Nos termos do art. 791-A, caput, da CLT, condeno o reclamante ao pagamento de honorários advocatícios em favor do advogado da reclamada, no importe de 5% sobre o valor atualizado da causa, tendo em vista os fatores elencados no § 2º do citado dispositivo legal.

O § 4º do art. 791-A da CLT encontra-se disposto nos seguintes termos:

Vencido o beneficiário da justiça gratuita, desde que não tenha obtido em juízo, ainda que em outro processo, créditos capazes de suportar a despesa, as obrigações decorrentes de sua sucumbência ficarão sob condição suspensiva de exigibilidade e somente poderão ser executadas se, nos dois anos subsequentes ao trânsito em julgado da decisão que as certificou, o credor demonstrar que deixou de existir a situação de insuficiência de recursos que justificou a concessão de gratuidade, extinguindo-se, passado esse prazo, tais obrigações do beneficiário.

(grifos à parte)

Conforme se observa, a obrigação de pagamento de honorários advocatícios somente poderá ser suspensa se o beneficiário da justiça gratuita não vier a obter em juízo créditos capazes de suportar a despesa, condição que poderá ser analisada exclusivamente durante eventual fase de execução. Nesse contexto, incabível a suspensão da exigibilidade do pagamento dos honorários advocatícios nesta fase processual.

 

III – CONCLUSÃO

Por estes fundamentos, DECIDE A 8ª VARA DO TRABALHO DE MANAUS, nos autos do processo proposto por ALDEMBERG DE SOUZA ÂNGULO em face de AMAZONAS ENERGIA S.A, JULGAR IMPROCEDENTES os pedidos formulados pelo autor.
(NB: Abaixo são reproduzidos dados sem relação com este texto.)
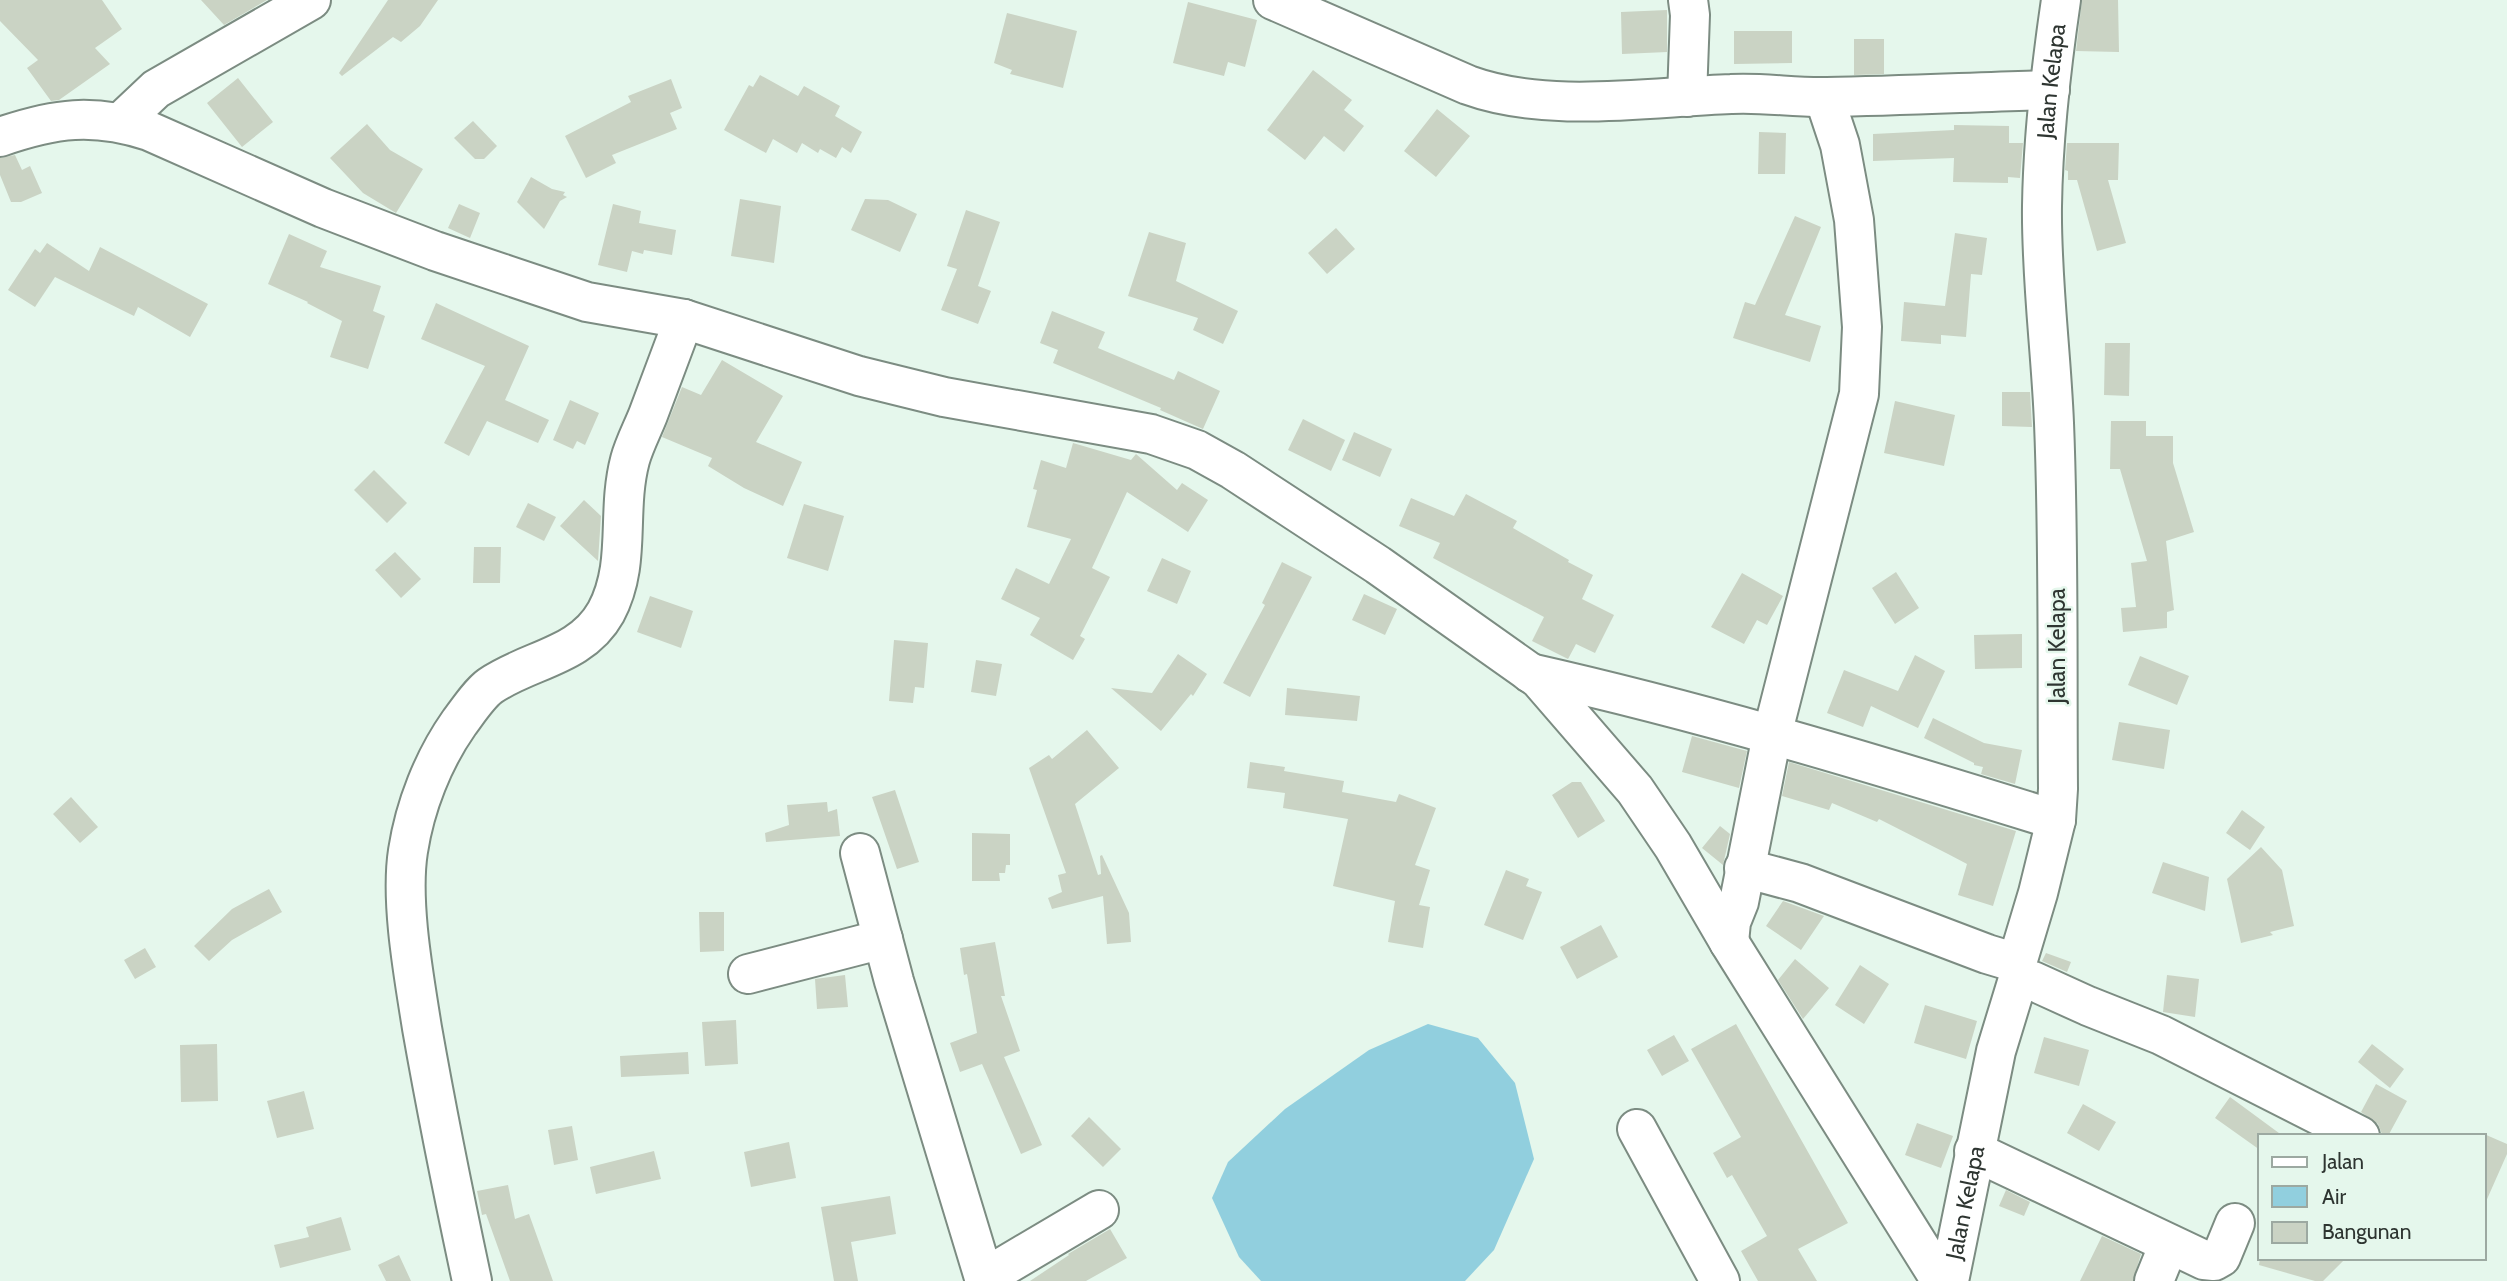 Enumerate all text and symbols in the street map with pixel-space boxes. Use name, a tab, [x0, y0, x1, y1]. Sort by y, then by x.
street label: Jalan Kelapa	[2031, 22, 2071, 141]
street label: Jalan Kelapa	[2043, 588, 2071, 705]
legend	[2258, 1134, 2486, 1260]
street label: Jalan Kelapa	[1940, 1143, 1990, 1263]
text: Jalan	[2321, 1149, 2364, 1174]
text: Air	[2322, 1184, 2346, 1209]
text: Bangunan	[2322, 1219, 2411, 1244] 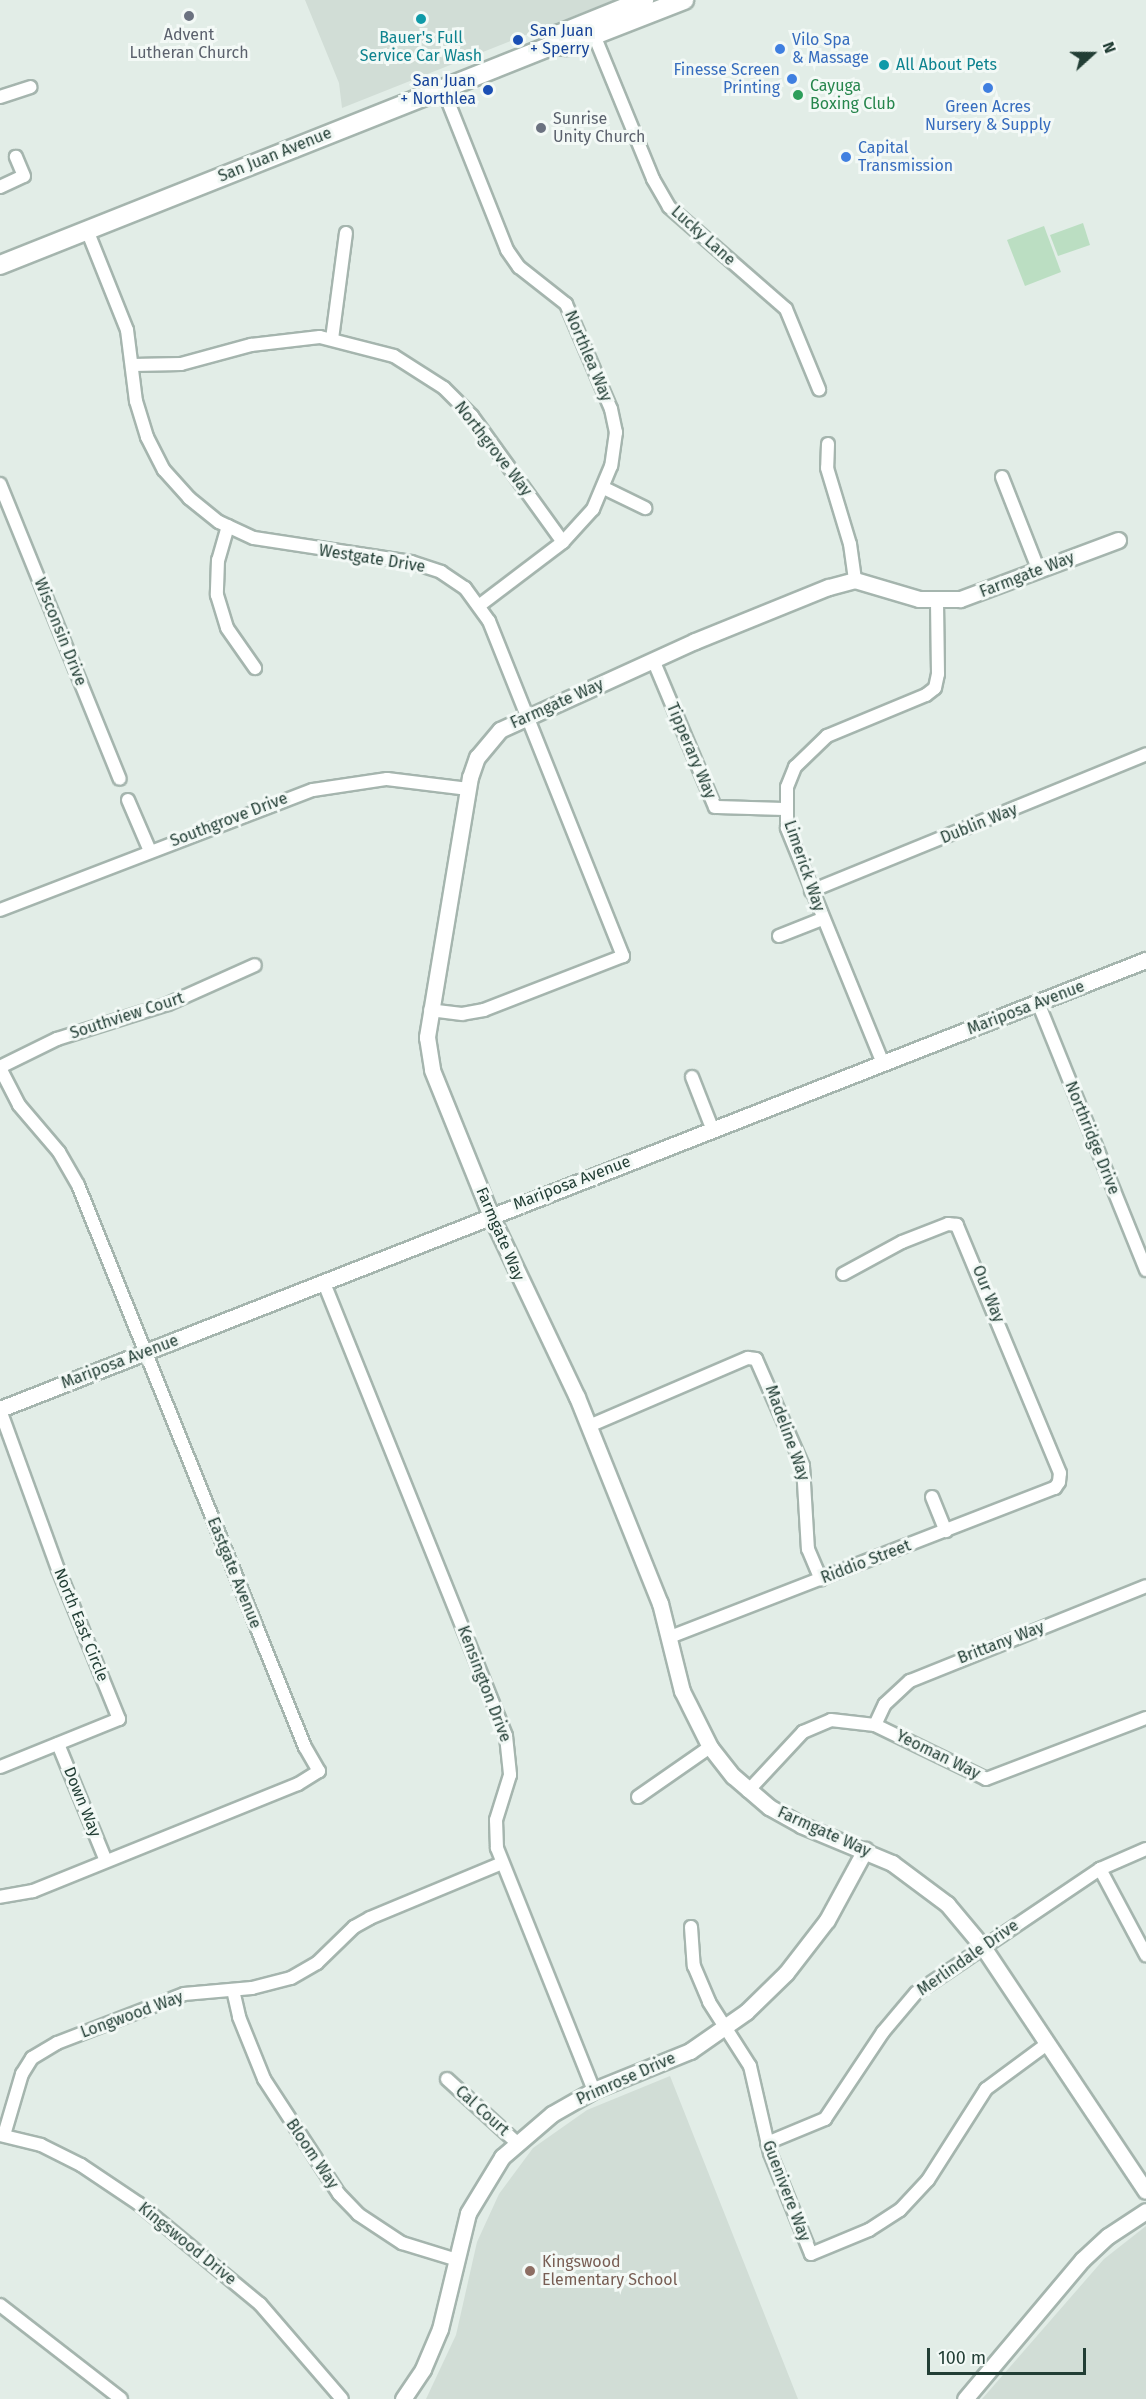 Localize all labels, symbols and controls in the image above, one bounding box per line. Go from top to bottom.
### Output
marker: Advent Lutheran Church [182,9,196,23]
marker: Bauer's Full Service Car Wash [414,12,428,26]
place label: San Juan + Sperry [530,21,593,59]
north arrow [1062,24,1122,84]
place label: Advent Lutheran Church [129,25,249,63]
place label: Bauer's Full Service Car Wash [360,28,482,66]
place label: Vilo Spa & Massage [792,30,869,68]
marker: San Juan + Sperry [511,33,525,47]
text: N [1098,39,1120,56]
marker: Vilo Spa & Massage [773,42,787,56]
place label: All About Pets [896,55,997,75]
marker: All About Pets [877,58,891,72]
place label: Finesse Screen Printing [673,60,780,98]
place label: San Juan + Northlea [400,71,476,109]
marker: Finesse Screen Printing [785,72,799,86]
place label: Cayuga Boxing Club [810,76,895,114]
marker: Green Acres Nursery & Supply [981,81,995,95]
marker: San Juan + Northlea [481,83,495,97]
marker: Cayuga Boxing Club [791,88,805,102]
place label: Green Acres Nursery & Supply [925,97,1051,135]
place label: Sunrise Unity Church [553,109,645,147]
marker: Sunrise Unity Church [534,121,548,135]
street label: San Juan Avenue [215,123,335,187]
place label: Capital Transmission [858,138,953,176]
marker: Capital Transmission [839,150,853,164]
street label: Lucky Lane [667,202,739,270]
street label: Northlea Way [560,308,616,404]
street label: Northgrove Way [450,398,536,500]
street label: Westgate Drive [317,541,427,577]
street label: Farmgate Way [977,548,1077,602]
street label: Wisconsin Drive [30,575,90,689]
street label: Farmgate Way [508,675,606,733]
street label: Tipperary Way [662,700,720,802]
street label: Southgrove Drive [168,789,290,851]
street label: Dublin Way [938,800,1020,848]
street label: Limerick Way [779,818,829,914]
street label: Mariposa Avenue [965,977,1087,1039]
street label: Southview Court [68,989,186,1043]
street label: Northridge Drive [1061,1079,1123,1197]
street label: Mariposa Avenue [511,1152,633,1214]
street label: Farmgate Way [472,1184,528,1284]
street label: Our Way [968,1263,1008,1325]
street label: Mariposa Avenue [59,1331,181,1393]
street label: Madeline Way [761,1383,813,1483]
street label: Eastgate Avenue [203,1515,265,1631]
street label: Riddio Street [818,1536,914,1588]
street label: North East Circle [50,1566,112,1684]
street label: Brittany Way [955,1618,1047,1668]
street label: Kensington Drive [453,1623,515,1745]
street label: Yeoman Way [893,1726,983,1784]
street label: Down Way [59,1764,105,1840]
street label: Farmgate Way [775,1803,873,1861]
street label: Merlindale Drive [914,1916,1022,2000]
street label: Longwood Way [78,1988,186,2042]
street label: Primrose Drive [574,2049,678,2109]
street label: Cal Court [451,2082,513,2140]
street label: Bloom Way [282,2115,342,2193]
street label: Guenivere Way [758,2138,814,2244]
street label: Kingswood Drive [134,2199,240,2289]
place label: Kingswood Elementary School [542,2252,677,2290]
marker: Kingswood Elementary School [523,2264,537,2278]
scale bar [930,2336,1089,2374]
text: 100 m [938,2347,986,2369] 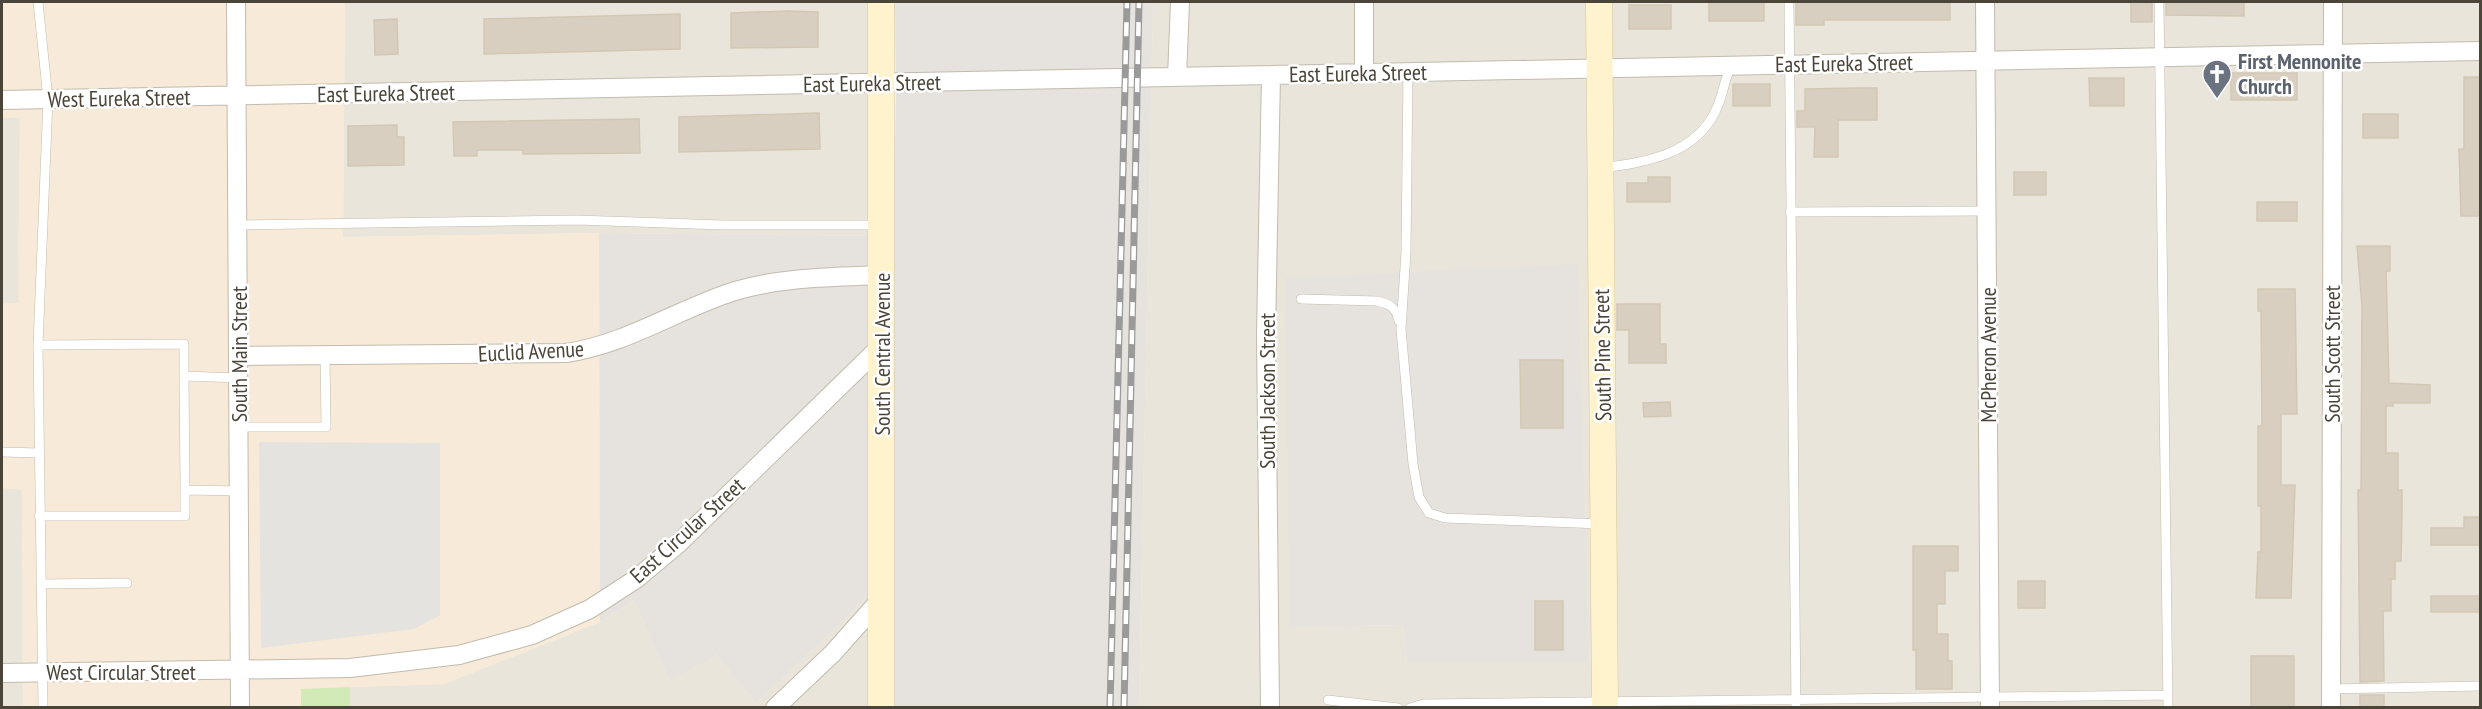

Defere-se o requerimento de gratuidade de Justiça à parte autora.

Condeno o reclamante ao pagamento de honorários advocatícios em favor do advogado da reclamada, no importe de 5% sobre o valor atualizado da causa.

Incabível a suspensão da exigibilidade do pagamento dos honorários advocatícios nesta fase processual.

TUDO NOS TERMOS DA FUNDAMENTAÇÃO. Custas pelo reclamante, calculadas sobre o valor da causa (R$132.590,50), no importe de R$2.651,81, das quais fica isento, na forma da lei. Cientes as partes. E, para constar, lavrou-se o presente termo.